▶ [Task]
Using the material below, tally each line with the string "Villa" and report only the total.

▶ [Supplied material]
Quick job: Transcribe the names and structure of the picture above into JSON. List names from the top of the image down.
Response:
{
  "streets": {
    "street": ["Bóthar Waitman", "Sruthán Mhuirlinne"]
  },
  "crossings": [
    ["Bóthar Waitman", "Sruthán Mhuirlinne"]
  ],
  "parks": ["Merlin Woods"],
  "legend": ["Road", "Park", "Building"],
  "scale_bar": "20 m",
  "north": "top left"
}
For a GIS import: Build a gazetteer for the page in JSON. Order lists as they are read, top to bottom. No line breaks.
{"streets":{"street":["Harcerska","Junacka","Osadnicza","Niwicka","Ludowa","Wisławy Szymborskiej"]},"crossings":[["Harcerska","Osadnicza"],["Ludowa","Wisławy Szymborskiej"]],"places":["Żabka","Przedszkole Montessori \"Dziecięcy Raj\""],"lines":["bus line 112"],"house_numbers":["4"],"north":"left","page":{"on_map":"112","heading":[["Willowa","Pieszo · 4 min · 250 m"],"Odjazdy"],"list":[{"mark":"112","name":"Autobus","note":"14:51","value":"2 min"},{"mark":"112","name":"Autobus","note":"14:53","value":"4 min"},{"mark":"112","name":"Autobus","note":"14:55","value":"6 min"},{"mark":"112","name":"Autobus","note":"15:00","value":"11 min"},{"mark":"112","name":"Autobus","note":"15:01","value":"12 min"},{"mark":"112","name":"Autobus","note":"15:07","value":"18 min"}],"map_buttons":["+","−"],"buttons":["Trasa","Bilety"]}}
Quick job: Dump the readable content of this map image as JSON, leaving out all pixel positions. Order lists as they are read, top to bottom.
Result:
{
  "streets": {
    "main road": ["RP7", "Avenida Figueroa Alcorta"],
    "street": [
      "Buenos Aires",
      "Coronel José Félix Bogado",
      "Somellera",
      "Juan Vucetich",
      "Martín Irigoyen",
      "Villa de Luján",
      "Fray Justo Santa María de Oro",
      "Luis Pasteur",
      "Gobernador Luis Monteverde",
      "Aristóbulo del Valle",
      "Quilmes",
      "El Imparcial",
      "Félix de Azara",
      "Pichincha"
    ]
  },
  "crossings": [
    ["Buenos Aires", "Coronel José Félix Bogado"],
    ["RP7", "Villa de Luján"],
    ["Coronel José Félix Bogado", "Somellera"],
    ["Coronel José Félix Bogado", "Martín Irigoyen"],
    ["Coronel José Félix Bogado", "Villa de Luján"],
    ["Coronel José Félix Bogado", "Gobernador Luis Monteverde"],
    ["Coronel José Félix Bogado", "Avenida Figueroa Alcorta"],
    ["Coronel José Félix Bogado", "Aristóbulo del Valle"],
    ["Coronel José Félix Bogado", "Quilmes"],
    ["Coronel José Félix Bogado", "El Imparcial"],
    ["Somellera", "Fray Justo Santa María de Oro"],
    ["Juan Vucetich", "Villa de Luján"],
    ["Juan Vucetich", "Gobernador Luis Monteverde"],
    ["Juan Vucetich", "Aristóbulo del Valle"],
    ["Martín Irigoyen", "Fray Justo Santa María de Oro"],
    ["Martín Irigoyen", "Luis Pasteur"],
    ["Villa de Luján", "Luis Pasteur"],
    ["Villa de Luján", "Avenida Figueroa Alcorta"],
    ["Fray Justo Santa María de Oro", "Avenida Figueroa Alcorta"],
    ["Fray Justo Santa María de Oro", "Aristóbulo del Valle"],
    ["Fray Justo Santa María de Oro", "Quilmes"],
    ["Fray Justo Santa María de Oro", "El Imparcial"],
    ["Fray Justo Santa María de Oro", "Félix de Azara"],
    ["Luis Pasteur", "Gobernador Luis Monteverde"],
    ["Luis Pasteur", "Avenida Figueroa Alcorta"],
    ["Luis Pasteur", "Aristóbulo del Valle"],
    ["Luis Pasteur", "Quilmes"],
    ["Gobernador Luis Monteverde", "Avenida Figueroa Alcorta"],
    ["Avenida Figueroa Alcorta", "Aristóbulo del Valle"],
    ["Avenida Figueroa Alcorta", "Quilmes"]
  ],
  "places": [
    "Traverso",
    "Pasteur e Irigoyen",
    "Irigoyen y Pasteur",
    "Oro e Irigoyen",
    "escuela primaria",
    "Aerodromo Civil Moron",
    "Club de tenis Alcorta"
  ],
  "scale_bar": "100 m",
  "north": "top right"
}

▶ [Output of the exercise]
6